* Task description:
Retype only what runs from the beginning of the data through the line with "position:absolute; left:10px; top:765px;"; please omit the pictures and keep every line exact.

Dataset entries
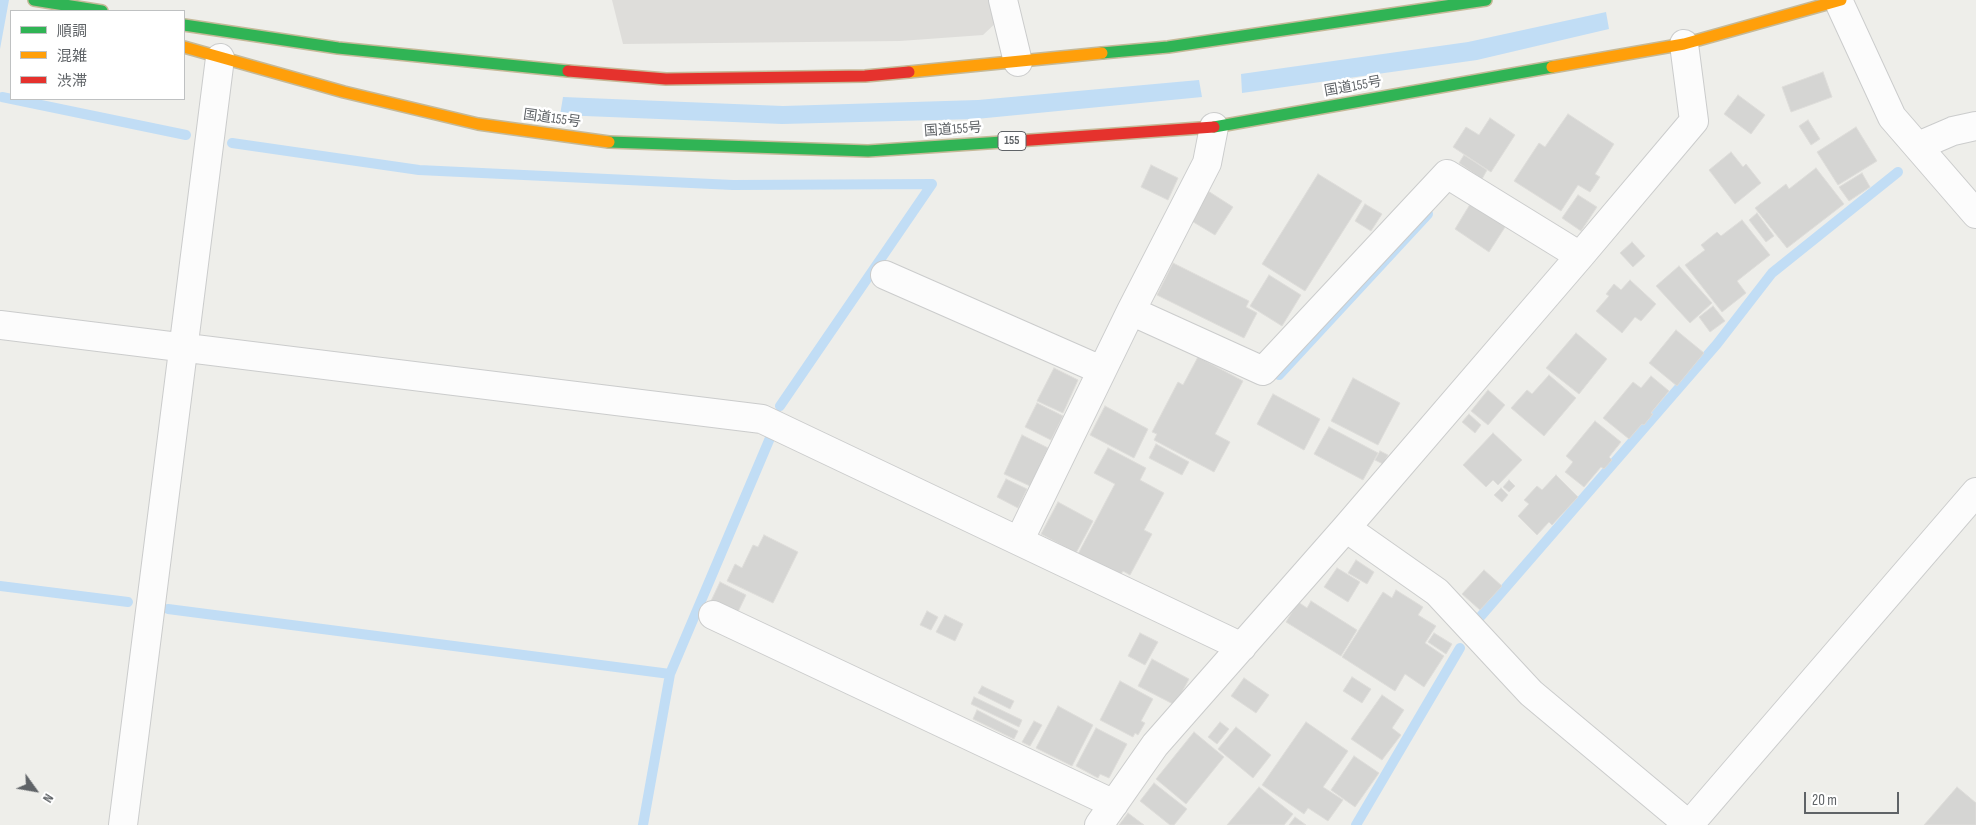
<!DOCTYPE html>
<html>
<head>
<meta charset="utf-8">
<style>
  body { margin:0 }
  #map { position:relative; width:1976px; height:825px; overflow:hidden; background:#eeeeea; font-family:"Sofia Sans Condensed","Noto Sans JP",sans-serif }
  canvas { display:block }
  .legend { position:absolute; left:10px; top:10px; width:175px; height:90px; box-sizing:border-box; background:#fff; border:1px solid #bfc1c2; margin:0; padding:6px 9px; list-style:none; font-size:15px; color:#5f6367 }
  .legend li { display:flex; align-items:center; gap:10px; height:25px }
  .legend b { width:25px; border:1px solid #bfc1c2 }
  .north { position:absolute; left:10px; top:765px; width:50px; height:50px; -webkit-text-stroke:4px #fff; paint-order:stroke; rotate:122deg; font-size:14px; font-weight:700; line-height:20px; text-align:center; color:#5f6367 }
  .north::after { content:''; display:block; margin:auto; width:18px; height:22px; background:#5f6367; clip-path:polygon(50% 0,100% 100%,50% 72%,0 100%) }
  .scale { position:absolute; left:1804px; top:792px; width:95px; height:22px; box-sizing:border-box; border:2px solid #5f6367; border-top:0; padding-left:6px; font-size:15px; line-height:18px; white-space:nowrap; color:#5f6367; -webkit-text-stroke:4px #fff; paint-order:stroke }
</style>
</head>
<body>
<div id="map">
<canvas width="1976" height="825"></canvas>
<ul class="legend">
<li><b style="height:6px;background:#30b455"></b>順調</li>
<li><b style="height:6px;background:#ff9f0a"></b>混雑</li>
<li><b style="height:6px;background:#e5322d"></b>渋滞</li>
</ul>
<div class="north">N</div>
<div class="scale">20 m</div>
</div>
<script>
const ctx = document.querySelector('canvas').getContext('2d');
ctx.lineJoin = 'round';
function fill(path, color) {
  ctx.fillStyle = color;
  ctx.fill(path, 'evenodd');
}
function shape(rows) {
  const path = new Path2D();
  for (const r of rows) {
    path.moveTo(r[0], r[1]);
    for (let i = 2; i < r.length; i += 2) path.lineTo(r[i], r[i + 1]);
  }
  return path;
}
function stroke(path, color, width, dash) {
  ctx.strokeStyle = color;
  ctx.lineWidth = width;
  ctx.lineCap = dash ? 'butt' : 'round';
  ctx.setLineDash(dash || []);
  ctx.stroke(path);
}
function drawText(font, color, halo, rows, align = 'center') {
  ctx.font = font + ' "Sofia Sans Condensed","Noto Sans JP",sans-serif';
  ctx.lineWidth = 5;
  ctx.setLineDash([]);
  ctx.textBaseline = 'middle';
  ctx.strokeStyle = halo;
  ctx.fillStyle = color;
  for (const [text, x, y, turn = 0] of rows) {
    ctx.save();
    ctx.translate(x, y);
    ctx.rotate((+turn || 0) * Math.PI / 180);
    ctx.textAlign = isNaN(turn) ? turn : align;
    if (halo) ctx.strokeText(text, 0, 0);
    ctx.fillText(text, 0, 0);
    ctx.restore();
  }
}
fill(shape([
  [612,0,995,0,1000,19,983,35,900,41,623,44]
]), '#deddda');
fill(shape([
  [0,0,9,0,0,49],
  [1606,12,1609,29,1477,60,1242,93,1241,74,1468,42],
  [1199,80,1202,97,976,119,782,124,560,115,563,97,783,106,978,100]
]), '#c1ddf5');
stroke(shape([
  [2,97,186,135],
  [232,143,419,170,733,185,932,184,780,406],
  [1279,375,1428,214],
  [0,586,128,602],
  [168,609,670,674],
  [1481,616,1717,344,1772,273,1898,172],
  [643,825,670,674,770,438],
  [1356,825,1460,648]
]), '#c1ddf5', 10);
const building = shape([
  [1823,72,1832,97,1791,112,1782,87,1823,72],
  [1738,95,1765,115,1751,134,1724,114,1738,95],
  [1568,114,1614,144,1595,174,1600,177,1590,192,1578,185,1561,211,1514,181,1539,143,1545,147,1568,114],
  [1490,118,1515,135,1491,172,1453,147,1466,127,1479,135,1490,118],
  [1808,120,1820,139,1811,145,1799,126,1808,120],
  [1856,127,1877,161,1838,185,1817,152,1856,127],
  [1731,152,1743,167,1746,164,1761,183,1735,204,1709,170,1731,152],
  [1464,155,1487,170,1482,179,1459,163,1464,155],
  [1151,165,1178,178,1168,200,1141,187,1151,165],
  [1816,168,1844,204,1787,248,1755,208,1786,184,1789,189,1816,168],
  [1862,173,1870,187,1849,201,1839,187,1862,173],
  [1318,174,1362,201,1305,291,1262,264,1318,174],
  [1208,191,1233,207,1215,235,1190,220,1208,191],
  [1578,195,1597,207,1581,231,1562,218,1578,195],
  [1472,201,1507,224,1489,252,1455,229,1472,201],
  [1365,204,1382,214,1371,231,1355,221,1365,204],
  [1757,213,1774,236,1766,242,1749,220,1757,213],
  [1742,220,1770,255,1737,281,1746,293,1722,312,1685,265,1705,250,1701,245,1717,232,1721,236,1742,220],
  [1632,242,1645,256,1633,267,1620,253,1632,242],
  [1173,263,1249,301,1246,307,1257,313,1244,338,1157,295,1173,263],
  [1679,266,1712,303,1690,323,1656,286,1679,266],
  [1269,275,1301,295,1282,326,1250,306,1269,275],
  [1630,280,1656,304,1641,321,1635,317,1622,333,1596,311,1609,296,1606,294,1614,284,1621,290,1630,280],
  [1713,306,1725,321,1710,332,1699,317,1713,306],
  [1676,330,1704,353,1677,386,1649,363,1676,330],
  [1576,333,1607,359,1579,394,1546,368,1576,333],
  [1198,357,1243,381,1215,434,1230,442,1214,472,1154,440,1157,434,1152,432,1178,382,1183,385,1198,357],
  [1054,368,1078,380,1063,413,1037,401,1054,368],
  [1549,375,1576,398,1544,436,1511,408,1527,390,1532,394,1549,375],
  [1651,376,1669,391,1651,413,1653,414,1644,425,1642,424,1629,439,1603,418,1633,382,1641,388,1651,376],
  [1353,378,1400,403,1378,445,1331,421,1353,378],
  [1488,390,1505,405,1488,425,1471,411,1488,390],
  [1273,394,1320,419,1304,450,1257,424,1273,394],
  [1037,403,1063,416,1051,440,1025,427,1037,403],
  [1105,406,1148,429,1134,458,1090,435,1105,406],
  [1469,414,1481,425,1475,433,1462,422,1469,414],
  [1595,421,1621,442,1609,457,1612,460,1604,469,1601,467,1584,487,1565,472,1573,462,1566,456,1595,421],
  [1329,427,1378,453,1363,480,1314,454,1329,427],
  [1493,433,1522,460,1498,485,1493,480,1486,487,1463,465,1493,433],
  [1022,435,1048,448,1030,486,1004,474,1022,435],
  [1156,444,1189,462,1182,475,1149,458,1156,444],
  [1108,448,1146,468,1140,480,1164,493,1144,530,1152,534,1130,575,1123,571,1119,577,1078,554,1115,484,1094,473,1108,448],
  [1380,451,1388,455,1383,464,1375,460,1380,451],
  [1556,475,1578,497,1552,525,1549,522,1537,535,1518,516,1529,504,1524,500,1537,486,1542,490,1556,475],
  [1006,479,1027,489,1018,508,997,497,1006,479],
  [1509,480,1515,486,1509,492,1503,487,1509,480],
  [1501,488,1508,495,1502,502,1494,495,1501,488],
  [1058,502,1093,521,1076,553,1041,534,1058,502],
  [764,535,798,552,773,603,727,581,735,564,742,568,753,545,758,547,764,535],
  [1356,560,1374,572,1367,584,1348,573,1356,560],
  [1337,568,1360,582,1348,602,1324,587,1337,568],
  [1484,570,1502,586,1480,610,1462,594,1484,570],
  [720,582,746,595,737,614,711,601,720,582],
  [1396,590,1423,607,1418,615,1436,626,1425,643,1444,656,1424,687,1405,674,1395,691,1342,657,1383,592,1392,598,1396,590],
  [1311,601,1357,630,1341,656,1286,622,1298,602,1307,608,1311,601],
  [927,611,938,617,931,630,920,625,927,611],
  [945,615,963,624,955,641,936,632,945,615],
  [1140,633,1158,642,1145,665,1128,656,1140,633],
  [1434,633,1452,644,1446,654,1428,642,1434,633],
  [1152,659,1189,679,1175,705,1138,686,1152,659],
  [1352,677,1371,689,1362,703,1343,691,1352,677],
  [1244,678,1269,695,1256,713,1231,696,1244,678],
  [1120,681,1153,699,1141,721,1145,723,1138,735,1135,733,1133,737,1100,720,1120,681],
  [982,686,1014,701,1010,709,978,693,982,686],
  [1382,695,1404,710,1392,728,1401,735,1382,760,1351,739,1382,695],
  [974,697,1022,720,1019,727,971,704,974,697],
  [1058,706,1093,725,1072,766,1036,748,1058,706],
  [977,710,1018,731,1014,739,973,719,977,710],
  [1034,721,1042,725,1030,746,1022,742,1034,721],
  [1220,722,1229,729,1217,744,1208,737,1220,722],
  [1306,722,1348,751,1323,787,1343,800,1328,821,1308,808,1304,814,1262,785,1306,722],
  [1236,727,1271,755,1253,778,1218,749,1236,727],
  [1096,728,1127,744,1109,778,1100,774,1098,778,1076,766,1096,728],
  [1194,732,1224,757,1186,804,1156,779,1194,732],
  [1354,756,1379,773,1355,807,1331,790,1354,756],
  [1154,783,1187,809,1174,825,1170,825,1140,801,1154,783],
  [1259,787,1293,814,1284,825,1227,825,1259,787],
  [1957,787,1976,803,1976,825,1924,825,1957,787],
  [1128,813,1144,825,1119,825,1128,813],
  [1295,817,1306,825,1289,825,1295,817]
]);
fill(building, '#d5d5d3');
stroke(building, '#deddda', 1);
const street = shape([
  [1003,0,1018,62],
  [1838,0,1892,117,1976,214],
  [1918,146,1953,131,1976,126],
  [885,275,1101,370],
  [1131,311,1263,371,1447,174,1580,256],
  [0,325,762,419,1242,647],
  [1346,528,1437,592,1531,693,1689,825],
  [1019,541,1131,311,1207,163,1214,127],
  [713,615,1114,804],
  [123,825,220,58],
  [1099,825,1155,745,1346,528,1580,256,1694,121,1684,44],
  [1689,825,1976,492]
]);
const fast = shape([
  [34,0,102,11],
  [184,25,338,48,568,71],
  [1102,53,1168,47,1486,0],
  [1214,127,1552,67],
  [609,142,868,151,1017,141]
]);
const slow = shape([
  [184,47,344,92,478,124,609,142],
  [1552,67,1684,44,1841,0],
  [909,72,1102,53]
]);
const jam = shape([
  [568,71,666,79,865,76,909,72],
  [1017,141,1214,127]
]);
stroke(street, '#cbcccc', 30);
stroke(fast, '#c5b998', 14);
stroke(slow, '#c5b998', 14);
stroke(jam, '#c5b998', 14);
stroke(street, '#fcfcfc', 28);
stroke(fast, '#30b455', 11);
stroke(slow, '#ff9f0a', 11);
stroke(jam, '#e5322d', 11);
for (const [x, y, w] of [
  [1012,141,28]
]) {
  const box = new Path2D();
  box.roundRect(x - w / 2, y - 9.5, w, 19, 4);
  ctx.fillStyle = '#fff';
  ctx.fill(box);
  stroke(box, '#5f6367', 1);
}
drawText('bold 12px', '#5f6367', null, [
  ["155",1012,141]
]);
drawText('14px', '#5f6367', '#fff', [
  ["国道155号",1353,87,-10],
  ["国道155号",552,119,8],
  ["国道155号",953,130,-4]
]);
</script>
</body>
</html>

* Your solution:
<!DOCTYPE html>
<html>
<head>
<meta charset="utf-8">
<style>
  body { margin:0 }
  #map { position:relative; width:1976px; height:825px; overflow:hidden; background:#eeeeea; font-family:"Sofia Sans Condensed","Noto Sans JP",sans-serif }
  canvas { display:block }
  .legend { position:absolute; left:10px; top:10px; width:175px; height:90px; box-sizing:border-box; background:#fff; border:1px solid #bfc1c2; margin:0; padding:6px 9px; list-style:none; font-size:15px; color:#5f6367 }
  .legend li { display:flex; align-items:center; gap:10px; height:25px }
  .legend b { width:25px; border:1px solid #bfc1c2 }
  .north { position:absolute; left:10px; top:765px; width:50px; height:50px; -webkit-text-stroke:4px #fff; paint-order:stroke; rotate:122deg; font-size:14px; font-weight:700; line-height:20px; text-align:center; color:#5f6367 }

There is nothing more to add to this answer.